TASK DESCRIPTION: Please set down, unchanged, the line containing "List all place" and all the lines that follow it until the data below ends.

───── EXCERPTED DATA ─────

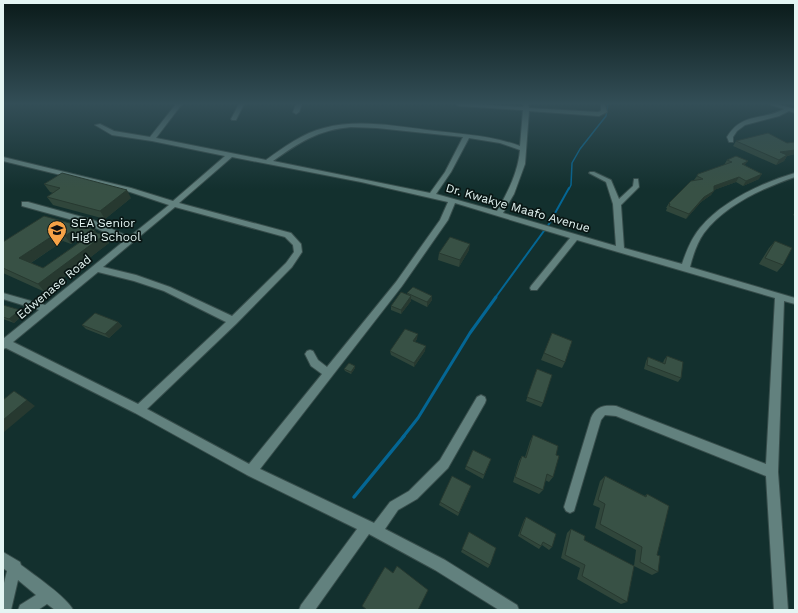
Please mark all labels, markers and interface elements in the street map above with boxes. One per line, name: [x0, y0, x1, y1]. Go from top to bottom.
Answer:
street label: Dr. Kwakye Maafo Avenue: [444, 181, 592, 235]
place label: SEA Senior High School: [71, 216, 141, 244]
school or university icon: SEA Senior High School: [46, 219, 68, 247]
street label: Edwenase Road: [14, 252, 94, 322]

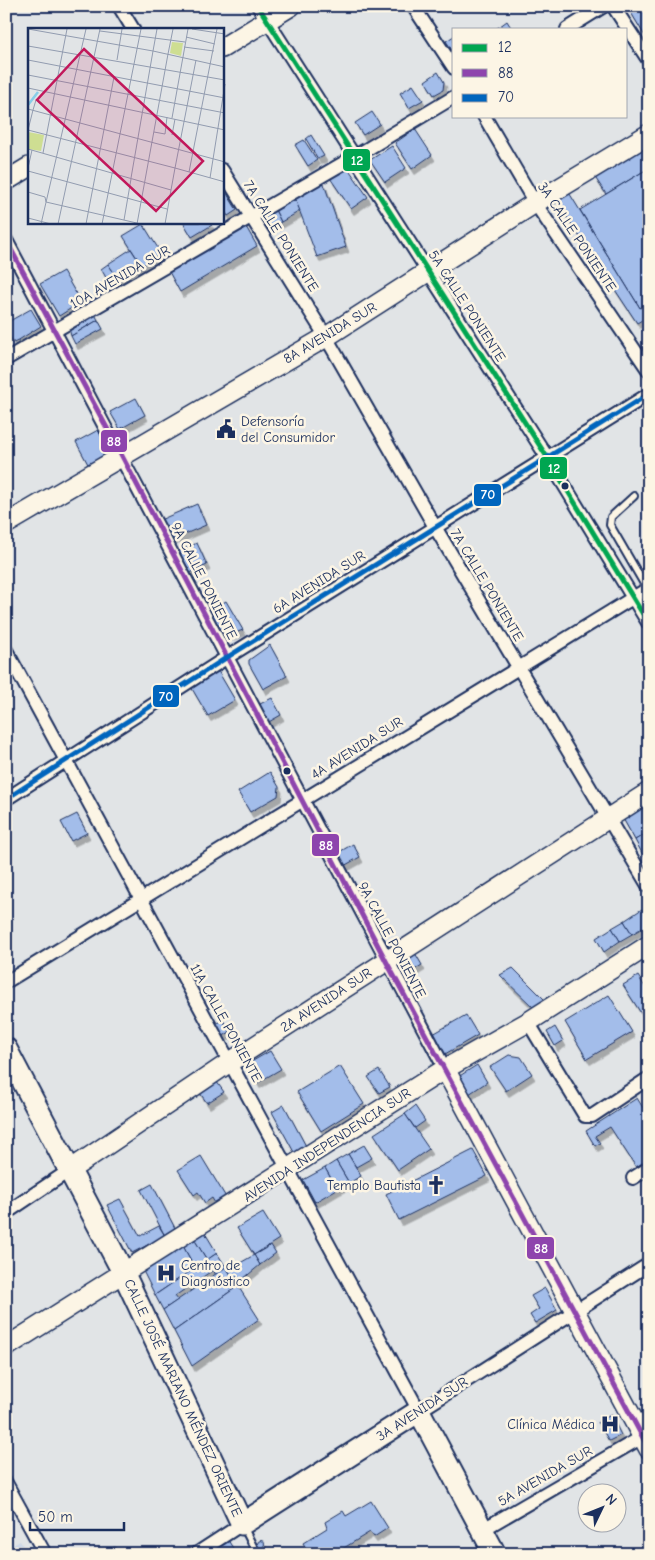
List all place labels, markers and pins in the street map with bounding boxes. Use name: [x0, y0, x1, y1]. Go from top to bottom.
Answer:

─────

ANSWER SECTION:
List all place labels, markers and pins in the street map with bounding boxes. Use name: [x0, y0, x1, y1]. Go from top to bottom.
Answer:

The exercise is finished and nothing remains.